Up to and including the line that holds "background:var(--page); color:var(--text); height:100vh;", copy every line of the records below exactly, starting at the first; leave pictures out.

◆ GIVEN ENTRIES:
____
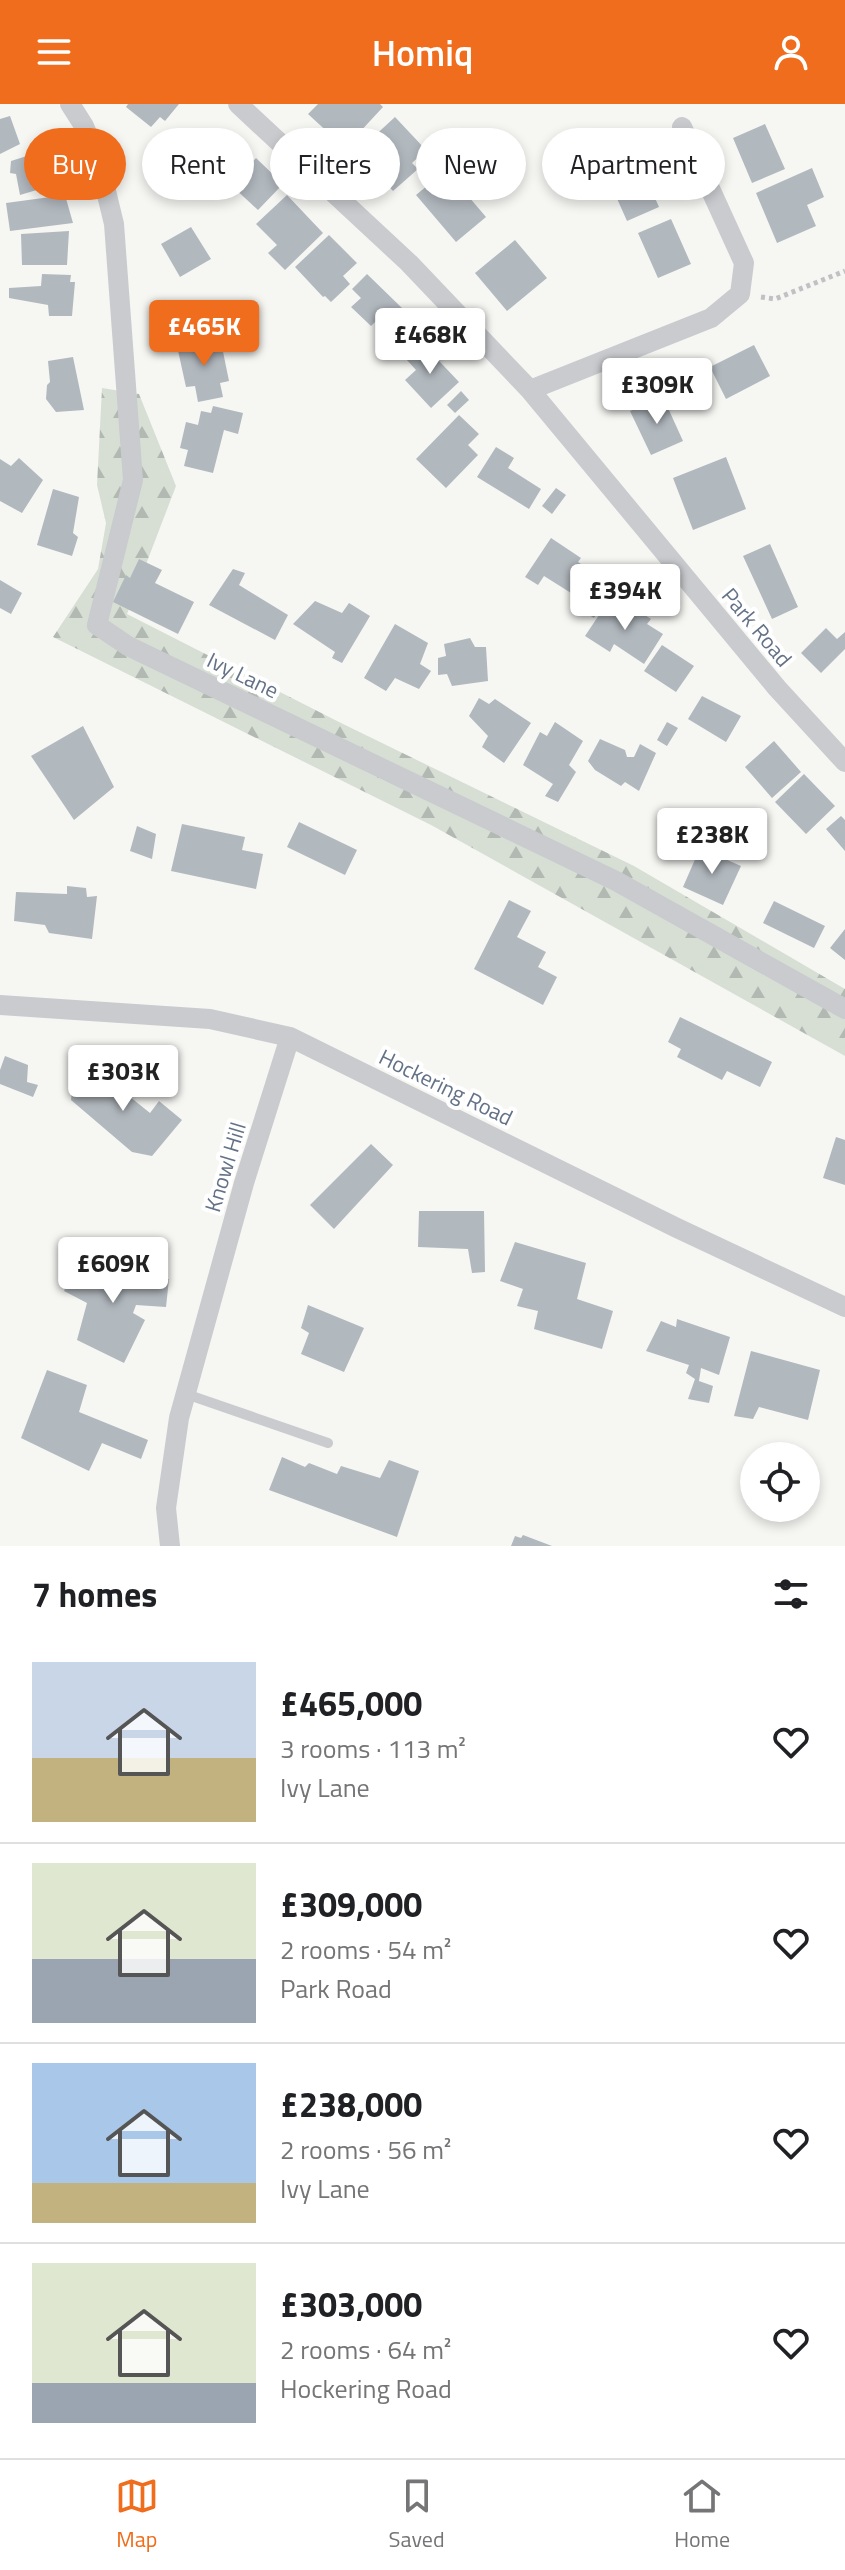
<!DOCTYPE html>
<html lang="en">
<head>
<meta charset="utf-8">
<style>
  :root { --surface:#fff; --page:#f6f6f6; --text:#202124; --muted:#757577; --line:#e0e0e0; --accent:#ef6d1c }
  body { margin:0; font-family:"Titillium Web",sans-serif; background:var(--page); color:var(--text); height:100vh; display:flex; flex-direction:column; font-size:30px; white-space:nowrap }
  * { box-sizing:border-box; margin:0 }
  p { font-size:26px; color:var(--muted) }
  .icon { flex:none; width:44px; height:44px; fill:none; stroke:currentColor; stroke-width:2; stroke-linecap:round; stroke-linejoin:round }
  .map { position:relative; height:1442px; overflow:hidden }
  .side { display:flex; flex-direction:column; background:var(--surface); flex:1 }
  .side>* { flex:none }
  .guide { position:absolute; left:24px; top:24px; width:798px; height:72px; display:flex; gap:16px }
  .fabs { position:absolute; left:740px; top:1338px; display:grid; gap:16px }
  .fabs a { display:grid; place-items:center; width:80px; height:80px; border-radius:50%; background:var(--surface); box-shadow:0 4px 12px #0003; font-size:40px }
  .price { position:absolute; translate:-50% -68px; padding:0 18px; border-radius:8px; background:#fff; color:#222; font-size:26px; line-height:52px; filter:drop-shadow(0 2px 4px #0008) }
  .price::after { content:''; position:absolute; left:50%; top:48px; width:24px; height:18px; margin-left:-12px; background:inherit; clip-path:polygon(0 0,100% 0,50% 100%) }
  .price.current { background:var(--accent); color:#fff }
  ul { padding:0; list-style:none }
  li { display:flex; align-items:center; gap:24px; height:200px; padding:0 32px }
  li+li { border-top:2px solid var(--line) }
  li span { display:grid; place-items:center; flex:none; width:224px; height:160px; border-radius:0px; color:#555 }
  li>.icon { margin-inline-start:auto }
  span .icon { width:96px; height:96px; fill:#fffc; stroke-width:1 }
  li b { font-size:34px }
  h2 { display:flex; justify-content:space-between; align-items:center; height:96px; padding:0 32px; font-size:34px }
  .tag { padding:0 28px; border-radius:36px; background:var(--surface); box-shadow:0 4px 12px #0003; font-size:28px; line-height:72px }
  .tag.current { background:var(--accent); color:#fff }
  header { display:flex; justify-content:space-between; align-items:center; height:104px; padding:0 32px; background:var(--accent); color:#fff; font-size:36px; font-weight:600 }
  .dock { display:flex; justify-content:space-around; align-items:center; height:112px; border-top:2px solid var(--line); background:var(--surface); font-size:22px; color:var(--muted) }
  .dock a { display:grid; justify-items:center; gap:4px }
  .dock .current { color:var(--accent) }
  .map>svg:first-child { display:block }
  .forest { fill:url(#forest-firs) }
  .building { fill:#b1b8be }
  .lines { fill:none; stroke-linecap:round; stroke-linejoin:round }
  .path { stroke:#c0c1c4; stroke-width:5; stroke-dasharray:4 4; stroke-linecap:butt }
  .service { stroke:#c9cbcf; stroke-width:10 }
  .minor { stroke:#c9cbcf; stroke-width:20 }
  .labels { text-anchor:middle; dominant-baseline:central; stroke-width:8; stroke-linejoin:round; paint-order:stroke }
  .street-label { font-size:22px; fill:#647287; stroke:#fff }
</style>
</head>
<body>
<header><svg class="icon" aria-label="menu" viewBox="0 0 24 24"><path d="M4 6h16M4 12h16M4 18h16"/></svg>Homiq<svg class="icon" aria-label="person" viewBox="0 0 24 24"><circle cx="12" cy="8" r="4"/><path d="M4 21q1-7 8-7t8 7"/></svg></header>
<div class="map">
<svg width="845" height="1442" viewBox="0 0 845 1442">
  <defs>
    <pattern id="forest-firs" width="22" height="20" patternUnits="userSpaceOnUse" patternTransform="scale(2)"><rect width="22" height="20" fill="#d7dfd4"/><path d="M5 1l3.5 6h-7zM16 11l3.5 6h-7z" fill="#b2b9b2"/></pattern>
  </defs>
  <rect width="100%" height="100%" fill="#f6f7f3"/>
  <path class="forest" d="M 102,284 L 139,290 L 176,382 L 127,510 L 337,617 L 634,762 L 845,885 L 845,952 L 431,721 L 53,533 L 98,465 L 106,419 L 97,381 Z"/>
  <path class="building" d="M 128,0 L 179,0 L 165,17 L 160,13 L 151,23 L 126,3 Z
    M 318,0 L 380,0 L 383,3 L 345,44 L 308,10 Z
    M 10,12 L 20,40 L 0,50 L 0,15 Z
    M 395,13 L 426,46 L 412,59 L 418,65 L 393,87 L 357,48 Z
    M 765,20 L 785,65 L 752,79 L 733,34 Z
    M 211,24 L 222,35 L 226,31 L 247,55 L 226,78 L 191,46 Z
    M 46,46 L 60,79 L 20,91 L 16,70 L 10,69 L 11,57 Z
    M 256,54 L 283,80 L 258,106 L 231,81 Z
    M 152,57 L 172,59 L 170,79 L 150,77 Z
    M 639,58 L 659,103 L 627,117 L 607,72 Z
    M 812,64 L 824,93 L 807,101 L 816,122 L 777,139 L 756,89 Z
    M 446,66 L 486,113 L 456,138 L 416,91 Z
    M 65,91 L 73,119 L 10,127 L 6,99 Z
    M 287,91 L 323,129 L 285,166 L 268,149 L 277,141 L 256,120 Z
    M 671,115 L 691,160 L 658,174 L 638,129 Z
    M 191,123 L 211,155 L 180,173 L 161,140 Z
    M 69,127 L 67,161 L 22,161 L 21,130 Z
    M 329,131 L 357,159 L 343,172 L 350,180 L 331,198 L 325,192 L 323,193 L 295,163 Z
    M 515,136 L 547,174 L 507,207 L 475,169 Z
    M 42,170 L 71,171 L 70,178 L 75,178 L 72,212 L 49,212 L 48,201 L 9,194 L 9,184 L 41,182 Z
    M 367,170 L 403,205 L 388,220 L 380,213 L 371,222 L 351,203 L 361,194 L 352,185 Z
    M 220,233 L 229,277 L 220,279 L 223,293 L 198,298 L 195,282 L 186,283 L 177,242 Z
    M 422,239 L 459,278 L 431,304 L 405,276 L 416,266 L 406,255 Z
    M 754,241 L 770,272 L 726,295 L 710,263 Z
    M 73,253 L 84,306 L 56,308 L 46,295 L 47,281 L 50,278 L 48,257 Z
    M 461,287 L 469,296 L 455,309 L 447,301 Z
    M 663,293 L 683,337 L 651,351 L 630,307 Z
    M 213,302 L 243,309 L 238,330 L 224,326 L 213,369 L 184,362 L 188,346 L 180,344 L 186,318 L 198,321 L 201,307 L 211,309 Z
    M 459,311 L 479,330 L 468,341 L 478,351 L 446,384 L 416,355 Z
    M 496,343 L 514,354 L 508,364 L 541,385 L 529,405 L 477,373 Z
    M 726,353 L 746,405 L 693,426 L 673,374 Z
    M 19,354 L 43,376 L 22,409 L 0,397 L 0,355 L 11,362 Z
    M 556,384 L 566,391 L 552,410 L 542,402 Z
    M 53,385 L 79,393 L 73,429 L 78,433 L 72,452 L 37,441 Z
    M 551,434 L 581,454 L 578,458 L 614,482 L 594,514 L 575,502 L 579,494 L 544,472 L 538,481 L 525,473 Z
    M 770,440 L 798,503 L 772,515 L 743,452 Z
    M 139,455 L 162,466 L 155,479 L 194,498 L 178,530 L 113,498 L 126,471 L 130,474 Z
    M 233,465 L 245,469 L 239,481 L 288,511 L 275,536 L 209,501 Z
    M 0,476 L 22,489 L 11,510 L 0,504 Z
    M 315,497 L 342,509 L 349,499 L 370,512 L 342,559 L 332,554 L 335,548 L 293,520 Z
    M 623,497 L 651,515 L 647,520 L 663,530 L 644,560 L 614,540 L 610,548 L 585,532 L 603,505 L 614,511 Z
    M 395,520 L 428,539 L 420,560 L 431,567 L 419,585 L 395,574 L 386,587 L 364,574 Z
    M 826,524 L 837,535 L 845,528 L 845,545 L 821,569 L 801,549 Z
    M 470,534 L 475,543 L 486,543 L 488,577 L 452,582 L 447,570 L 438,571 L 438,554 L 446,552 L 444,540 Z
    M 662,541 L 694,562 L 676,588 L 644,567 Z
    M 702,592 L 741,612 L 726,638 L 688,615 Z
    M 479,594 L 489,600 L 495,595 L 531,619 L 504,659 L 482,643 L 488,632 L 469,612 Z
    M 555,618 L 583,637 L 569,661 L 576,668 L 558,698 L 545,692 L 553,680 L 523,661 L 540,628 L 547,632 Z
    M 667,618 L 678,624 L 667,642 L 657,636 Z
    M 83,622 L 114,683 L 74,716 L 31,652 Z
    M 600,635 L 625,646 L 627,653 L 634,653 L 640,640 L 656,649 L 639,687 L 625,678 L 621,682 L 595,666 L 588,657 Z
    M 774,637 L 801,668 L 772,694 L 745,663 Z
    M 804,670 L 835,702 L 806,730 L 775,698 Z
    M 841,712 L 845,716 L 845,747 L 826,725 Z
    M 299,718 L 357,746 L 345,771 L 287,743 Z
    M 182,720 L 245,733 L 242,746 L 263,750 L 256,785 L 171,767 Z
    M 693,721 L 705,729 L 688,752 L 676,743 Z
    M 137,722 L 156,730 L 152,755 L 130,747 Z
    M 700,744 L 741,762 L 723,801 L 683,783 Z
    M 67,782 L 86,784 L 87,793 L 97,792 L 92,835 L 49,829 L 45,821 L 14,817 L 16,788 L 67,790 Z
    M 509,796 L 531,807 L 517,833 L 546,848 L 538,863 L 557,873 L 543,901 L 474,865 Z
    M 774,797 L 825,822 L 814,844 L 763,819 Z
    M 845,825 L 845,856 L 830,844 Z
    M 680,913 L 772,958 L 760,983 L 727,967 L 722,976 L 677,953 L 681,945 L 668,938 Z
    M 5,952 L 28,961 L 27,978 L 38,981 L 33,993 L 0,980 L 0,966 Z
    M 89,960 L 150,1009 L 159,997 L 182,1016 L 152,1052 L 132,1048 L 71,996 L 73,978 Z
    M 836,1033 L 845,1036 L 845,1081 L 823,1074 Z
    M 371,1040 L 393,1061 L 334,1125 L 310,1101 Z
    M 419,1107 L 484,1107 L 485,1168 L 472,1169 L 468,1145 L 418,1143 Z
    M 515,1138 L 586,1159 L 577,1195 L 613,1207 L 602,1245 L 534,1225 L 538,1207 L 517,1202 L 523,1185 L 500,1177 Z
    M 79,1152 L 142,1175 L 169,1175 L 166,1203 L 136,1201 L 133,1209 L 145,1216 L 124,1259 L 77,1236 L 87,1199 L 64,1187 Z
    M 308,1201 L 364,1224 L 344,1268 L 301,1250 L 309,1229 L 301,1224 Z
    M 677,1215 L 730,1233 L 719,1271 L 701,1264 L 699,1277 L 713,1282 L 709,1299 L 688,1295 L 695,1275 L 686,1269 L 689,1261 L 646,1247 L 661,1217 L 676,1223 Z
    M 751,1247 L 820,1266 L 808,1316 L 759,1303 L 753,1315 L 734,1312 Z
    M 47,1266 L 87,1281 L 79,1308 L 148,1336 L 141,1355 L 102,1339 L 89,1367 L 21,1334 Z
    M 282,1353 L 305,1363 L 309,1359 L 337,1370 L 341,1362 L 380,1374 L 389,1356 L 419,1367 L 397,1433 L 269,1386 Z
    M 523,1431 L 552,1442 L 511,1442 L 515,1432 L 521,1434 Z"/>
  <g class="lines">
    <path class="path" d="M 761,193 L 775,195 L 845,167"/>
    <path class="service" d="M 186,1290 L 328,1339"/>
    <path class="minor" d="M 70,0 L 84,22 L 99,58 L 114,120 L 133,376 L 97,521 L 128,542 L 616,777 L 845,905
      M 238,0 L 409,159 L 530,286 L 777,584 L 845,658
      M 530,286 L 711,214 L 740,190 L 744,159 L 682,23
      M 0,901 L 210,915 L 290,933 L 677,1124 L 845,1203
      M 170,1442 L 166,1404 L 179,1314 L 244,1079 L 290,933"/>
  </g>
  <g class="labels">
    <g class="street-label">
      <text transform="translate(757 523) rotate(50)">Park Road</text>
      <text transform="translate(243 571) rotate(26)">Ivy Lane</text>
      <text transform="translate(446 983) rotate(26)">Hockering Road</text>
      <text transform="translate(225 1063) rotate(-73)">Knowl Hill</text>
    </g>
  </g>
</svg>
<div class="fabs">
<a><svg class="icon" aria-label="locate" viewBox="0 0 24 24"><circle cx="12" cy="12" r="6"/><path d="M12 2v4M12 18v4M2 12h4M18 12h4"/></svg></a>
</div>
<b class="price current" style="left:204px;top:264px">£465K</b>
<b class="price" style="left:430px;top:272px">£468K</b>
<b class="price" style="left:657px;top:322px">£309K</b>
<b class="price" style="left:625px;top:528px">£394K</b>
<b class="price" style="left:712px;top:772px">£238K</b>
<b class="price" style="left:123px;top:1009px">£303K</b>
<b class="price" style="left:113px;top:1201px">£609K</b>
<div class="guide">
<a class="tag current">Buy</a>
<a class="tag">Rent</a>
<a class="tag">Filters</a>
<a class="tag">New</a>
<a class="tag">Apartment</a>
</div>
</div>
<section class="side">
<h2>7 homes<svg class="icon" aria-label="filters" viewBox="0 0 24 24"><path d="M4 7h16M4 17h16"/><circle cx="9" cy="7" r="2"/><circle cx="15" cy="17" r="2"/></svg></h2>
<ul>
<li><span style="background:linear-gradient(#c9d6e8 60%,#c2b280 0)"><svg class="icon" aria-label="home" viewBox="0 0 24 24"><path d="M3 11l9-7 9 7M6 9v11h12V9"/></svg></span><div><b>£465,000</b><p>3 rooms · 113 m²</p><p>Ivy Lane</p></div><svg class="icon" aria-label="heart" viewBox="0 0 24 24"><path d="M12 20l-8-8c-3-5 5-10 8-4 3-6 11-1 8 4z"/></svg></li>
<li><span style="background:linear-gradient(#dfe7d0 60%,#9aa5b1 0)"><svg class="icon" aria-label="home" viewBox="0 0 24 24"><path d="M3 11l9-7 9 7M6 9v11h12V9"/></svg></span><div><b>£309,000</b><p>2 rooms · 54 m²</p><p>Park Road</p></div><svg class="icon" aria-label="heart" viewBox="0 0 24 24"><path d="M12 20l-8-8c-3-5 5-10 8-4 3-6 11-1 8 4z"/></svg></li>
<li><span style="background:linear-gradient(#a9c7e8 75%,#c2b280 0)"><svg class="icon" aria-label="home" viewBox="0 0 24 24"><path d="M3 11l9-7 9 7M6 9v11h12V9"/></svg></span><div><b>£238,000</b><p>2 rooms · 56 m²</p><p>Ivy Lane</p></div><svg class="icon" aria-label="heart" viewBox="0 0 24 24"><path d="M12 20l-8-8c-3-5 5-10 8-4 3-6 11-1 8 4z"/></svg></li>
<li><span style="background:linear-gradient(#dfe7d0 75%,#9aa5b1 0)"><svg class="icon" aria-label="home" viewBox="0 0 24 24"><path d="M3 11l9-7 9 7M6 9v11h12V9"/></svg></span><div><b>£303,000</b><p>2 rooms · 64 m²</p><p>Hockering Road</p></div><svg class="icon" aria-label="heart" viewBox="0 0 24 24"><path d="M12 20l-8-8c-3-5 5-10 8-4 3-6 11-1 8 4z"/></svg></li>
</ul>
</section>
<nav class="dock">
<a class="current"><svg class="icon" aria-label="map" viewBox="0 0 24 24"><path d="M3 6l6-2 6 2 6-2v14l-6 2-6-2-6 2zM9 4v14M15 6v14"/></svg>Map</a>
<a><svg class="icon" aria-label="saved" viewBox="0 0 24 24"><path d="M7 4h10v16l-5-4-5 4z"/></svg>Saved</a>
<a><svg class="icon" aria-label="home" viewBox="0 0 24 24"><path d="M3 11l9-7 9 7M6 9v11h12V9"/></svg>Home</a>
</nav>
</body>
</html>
____
◆ SOLUTION TO THE EXERCISE:
<!DOCTYPE html>
<html lang="en">
<head>
<meta charset="utf-8">
<style>
  :root { --surface:#fff; --page:#f6f6f6; --text:#202124; --muted:#757577; --line:#e0e0e0; --accent:#ef6d1c }
  body { margin:0; font-family:"Titillium Web",sans-serif; background:var(--page); color:var(--text); height:100vh; display:flex; flex-direction:column; font-size:30px; white-space:nowrap }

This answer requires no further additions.